#### Dataset content:
━━━━━━━━━━━━━━━━━━━━━━━━━━━━━━
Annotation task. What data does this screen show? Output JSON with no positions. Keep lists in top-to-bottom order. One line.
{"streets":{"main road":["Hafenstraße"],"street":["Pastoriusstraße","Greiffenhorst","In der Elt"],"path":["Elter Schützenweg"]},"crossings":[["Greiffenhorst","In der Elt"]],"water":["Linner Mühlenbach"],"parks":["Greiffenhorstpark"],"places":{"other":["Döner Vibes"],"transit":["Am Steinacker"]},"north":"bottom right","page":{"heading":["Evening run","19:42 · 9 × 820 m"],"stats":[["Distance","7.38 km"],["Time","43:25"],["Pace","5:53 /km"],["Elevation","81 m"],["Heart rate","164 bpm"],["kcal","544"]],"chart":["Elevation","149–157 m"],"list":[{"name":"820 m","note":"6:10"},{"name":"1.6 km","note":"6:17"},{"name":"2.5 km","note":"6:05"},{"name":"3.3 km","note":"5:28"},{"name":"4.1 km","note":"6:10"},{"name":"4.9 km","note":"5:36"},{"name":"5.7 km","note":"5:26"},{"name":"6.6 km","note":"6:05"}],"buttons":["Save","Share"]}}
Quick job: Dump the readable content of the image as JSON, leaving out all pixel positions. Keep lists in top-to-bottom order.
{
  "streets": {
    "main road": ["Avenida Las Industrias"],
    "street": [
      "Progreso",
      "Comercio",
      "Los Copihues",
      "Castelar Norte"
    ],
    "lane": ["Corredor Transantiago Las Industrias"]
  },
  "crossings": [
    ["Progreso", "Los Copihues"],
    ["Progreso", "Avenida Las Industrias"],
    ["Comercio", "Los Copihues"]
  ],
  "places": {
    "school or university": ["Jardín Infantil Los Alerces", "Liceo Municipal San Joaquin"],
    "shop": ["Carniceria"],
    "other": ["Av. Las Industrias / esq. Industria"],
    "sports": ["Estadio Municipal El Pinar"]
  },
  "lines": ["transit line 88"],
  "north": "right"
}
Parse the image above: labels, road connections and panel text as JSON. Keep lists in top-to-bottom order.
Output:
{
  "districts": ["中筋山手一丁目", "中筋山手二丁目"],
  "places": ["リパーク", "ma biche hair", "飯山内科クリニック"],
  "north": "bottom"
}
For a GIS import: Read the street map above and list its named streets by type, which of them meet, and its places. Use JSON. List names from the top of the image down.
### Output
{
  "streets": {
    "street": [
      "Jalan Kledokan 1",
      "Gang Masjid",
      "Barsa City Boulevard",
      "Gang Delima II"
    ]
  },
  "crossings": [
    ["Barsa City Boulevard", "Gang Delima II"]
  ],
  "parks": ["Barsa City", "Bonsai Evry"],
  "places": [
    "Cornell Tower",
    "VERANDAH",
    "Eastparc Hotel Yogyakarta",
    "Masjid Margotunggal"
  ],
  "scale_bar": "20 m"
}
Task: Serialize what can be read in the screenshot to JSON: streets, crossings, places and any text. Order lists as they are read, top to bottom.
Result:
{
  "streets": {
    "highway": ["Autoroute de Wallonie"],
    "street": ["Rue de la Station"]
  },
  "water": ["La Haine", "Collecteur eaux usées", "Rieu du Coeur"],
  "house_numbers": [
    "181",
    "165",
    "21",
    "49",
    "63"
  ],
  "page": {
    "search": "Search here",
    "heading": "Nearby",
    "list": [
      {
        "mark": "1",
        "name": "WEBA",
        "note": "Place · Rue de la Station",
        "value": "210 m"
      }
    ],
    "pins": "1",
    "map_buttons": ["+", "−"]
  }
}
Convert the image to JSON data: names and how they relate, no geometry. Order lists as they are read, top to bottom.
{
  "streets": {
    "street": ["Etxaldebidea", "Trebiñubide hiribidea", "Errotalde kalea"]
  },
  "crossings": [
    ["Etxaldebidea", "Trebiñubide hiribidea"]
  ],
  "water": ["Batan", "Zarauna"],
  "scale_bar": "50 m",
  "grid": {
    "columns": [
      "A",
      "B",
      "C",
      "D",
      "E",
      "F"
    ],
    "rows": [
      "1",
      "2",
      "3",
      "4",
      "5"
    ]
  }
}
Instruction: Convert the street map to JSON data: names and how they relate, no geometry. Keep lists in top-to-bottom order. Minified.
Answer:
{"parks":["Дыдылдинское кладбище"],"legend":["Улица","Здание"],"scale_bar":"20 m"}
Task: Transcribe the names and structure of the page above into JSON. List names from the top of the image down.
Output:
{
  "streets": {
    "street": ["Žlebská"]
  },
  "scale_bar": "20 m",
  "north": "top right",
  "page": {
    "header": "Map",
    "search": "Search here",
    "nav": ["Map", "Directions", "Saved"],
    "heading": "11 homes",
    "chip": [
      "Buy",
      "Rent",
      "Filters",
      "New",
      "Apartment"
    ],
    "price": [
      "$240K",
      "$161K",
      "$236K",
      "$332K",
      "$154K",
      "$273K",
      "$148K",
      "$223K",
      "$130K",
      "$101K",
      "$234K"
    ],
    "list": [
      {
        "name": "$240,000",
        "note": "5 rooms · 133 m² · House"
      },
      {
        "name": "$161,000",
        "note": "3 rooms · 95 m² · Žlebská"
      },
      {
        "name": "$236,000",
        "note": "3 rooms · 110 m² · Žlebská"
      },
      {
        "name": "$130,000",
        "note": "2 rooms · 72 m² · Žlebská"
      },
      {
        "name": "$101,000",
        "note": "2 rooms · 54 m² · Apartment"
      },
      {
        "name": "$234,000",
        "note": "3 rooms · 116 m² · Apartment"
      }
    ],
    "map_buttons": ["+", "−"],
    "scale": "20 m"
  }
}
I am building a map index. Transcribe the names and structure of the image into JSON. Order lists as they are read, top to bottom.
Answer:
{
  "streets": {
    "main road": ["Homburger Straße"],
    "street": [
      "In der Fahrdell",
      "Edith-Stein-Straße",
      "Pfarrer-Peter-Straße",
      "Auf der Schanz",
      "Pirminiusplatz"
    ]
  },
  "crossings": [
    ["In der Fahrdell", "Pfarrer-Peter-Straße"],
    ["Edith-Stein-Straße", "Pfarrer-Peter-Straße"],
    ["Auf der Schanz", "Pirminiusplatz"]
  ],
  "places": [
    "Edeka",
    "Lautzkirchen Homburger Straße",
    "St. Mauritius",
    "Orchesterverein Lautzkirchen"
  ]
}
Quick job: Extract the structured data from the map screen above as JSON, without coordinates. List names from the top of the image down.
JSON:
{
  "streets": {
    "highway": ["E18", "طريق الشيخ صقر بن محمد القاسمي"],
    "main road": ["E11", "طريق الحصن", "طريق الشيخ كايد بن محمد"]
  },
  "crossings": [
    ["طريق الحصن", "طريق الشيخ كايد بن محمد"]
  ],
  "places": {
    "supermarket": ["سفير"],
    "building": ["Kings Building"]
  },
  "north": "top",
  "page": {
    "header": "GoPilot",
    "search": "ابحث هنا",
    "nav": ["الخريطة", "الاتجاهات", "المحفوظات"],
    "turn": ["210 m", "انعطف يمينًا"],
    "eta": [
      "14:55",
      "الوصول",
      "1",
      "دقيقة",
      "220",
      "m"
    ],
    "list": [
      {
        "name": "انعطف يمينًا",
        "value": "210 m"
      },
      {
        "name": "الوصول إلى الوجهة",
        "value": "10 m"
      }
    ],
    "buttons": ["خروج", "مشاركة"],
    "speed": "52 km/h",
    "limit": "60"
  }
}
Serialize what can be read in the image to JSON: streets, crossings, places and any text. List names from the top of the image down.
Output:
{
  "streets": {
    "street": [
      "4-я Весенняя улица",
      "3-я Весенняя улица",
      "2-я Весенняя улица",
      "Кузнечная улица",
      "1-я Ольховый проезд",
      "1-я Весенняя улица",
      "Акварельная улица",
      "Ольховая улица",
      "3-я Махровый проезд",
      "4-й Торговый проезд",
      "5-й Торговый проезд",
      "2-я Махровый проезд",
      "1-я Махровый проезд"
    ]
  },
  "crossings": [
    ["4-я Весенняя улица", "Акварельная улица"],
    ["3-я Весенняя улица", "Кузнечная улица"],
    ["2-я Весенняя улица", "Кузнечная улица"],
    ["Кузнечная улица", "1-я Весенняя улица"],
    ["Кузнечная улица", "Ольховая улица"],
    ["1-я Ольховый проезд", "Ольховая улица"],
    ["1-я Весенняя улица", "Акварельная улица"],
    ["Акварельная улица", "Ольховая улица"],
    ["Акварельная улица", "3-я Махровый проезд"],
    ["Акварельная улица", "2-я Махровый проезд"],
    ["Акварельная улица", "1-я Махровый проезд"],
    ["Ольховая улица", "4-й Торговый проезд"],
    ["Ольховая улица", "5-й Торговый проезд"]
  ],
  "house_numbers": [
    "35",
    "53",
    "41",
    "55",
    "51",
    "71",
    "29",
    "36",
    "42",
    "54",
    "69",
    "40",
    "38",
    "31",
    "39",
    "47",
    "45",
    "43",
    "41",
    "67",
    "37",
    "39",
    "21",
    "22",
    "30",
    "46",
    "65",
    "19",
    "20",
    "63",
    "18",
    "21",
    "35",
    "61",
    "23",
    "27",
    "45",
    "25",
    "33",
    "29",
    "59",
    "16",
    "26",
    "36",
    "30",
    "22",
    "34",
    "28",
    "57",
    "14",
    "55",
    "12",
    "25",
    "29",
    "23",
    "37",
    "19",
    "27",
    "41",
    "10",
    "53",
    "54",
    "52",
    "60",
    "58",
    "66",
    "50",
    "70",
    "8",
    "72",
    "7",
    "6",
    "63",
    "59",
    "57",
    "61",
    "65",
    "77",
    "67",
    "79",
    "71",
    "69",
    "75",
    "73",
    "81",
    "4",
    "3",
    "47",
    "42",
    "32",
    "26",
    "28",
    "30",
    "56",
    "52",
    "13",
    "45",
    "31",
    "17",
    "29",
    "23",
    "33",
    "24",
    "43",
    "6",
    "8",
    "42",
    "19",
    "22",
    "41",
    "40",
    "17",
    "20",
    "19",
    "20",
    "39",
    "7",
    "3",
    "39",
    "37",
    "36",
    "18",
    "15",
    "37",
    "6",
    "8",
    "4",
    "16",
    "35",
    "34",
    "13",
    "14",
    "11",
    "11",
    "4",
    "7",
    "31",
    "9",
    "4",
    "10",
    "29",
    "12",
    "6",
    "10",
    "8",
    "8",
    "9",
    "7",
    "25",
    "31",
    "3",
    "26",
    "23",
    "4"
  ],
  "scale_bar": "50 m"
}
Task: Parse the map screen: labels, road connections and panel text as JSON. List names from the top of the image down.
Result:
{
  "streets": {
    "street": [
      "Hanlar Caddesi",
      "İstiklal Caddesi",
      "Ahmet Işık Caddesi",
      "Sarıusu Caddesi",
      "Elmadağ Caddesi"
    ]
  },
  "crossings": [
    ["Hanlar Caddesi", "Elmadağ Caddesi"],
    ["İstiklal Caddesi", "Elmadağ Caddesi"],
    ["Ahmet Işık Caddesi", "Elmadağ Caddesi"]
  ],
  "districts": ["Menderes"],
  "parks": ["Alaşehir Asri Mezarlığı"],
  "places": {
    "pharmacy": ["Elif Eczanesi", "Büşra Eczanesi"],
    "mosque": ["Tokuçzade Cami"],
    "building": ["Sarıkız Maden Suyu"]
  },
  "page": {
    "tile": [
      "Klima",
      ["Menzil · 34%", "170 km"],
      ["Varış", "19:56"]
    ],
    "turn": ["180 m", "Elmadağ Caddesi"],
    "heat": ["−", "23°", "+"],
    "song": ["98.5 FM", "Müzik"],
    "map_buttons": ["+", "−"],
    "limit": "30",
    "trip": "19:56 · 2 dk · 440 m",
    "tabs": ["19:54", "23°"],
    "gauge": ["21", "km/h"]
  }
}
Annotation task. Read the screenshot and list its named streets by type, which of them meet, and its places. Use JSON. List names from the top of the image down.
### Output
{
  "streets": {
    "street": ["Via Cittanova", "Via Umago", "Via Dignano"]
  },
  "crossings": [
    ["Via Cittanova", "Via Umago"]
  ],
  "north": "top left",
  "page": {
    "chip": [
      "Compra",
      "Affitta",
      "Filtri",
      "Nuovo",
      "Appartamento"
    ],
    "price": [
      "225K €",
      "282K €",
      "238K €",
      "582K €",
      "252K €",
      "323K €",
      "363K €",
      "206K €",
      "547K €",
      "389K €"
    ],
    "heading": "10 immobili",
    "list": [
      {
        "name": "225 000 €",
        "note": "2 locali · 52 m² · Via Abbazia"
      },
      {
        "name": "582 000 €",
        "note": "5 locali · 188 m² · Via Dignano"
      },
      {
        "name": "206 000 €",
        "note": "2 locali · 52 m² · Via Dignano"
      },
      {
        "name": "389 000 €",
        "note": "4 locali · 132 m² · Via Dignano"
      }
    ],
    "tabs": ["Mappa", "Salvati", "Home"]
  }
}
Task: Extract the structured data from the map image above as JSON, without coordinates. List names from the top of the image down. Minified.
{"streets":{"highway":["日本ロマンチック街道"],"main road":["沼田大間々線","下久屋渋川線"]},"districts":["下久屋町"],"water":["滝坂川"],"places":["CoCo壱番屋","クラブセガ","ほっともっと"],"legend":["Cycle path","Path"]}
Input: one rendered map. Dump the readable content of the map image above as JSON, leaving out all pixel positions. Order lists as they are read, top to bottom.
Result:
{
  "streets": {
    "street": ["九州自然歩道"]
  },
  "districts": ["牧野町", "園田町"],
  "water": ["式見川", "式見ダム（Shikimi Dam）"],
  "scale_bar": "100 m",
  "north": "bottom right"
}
━━━━━━━━━━━━━━━━━━━━━━━━━━━━━━
#### Description of the task:
Every line above that contains "Parse" counts once. Give the number of those lines and nothing more.

#### Finished task:
2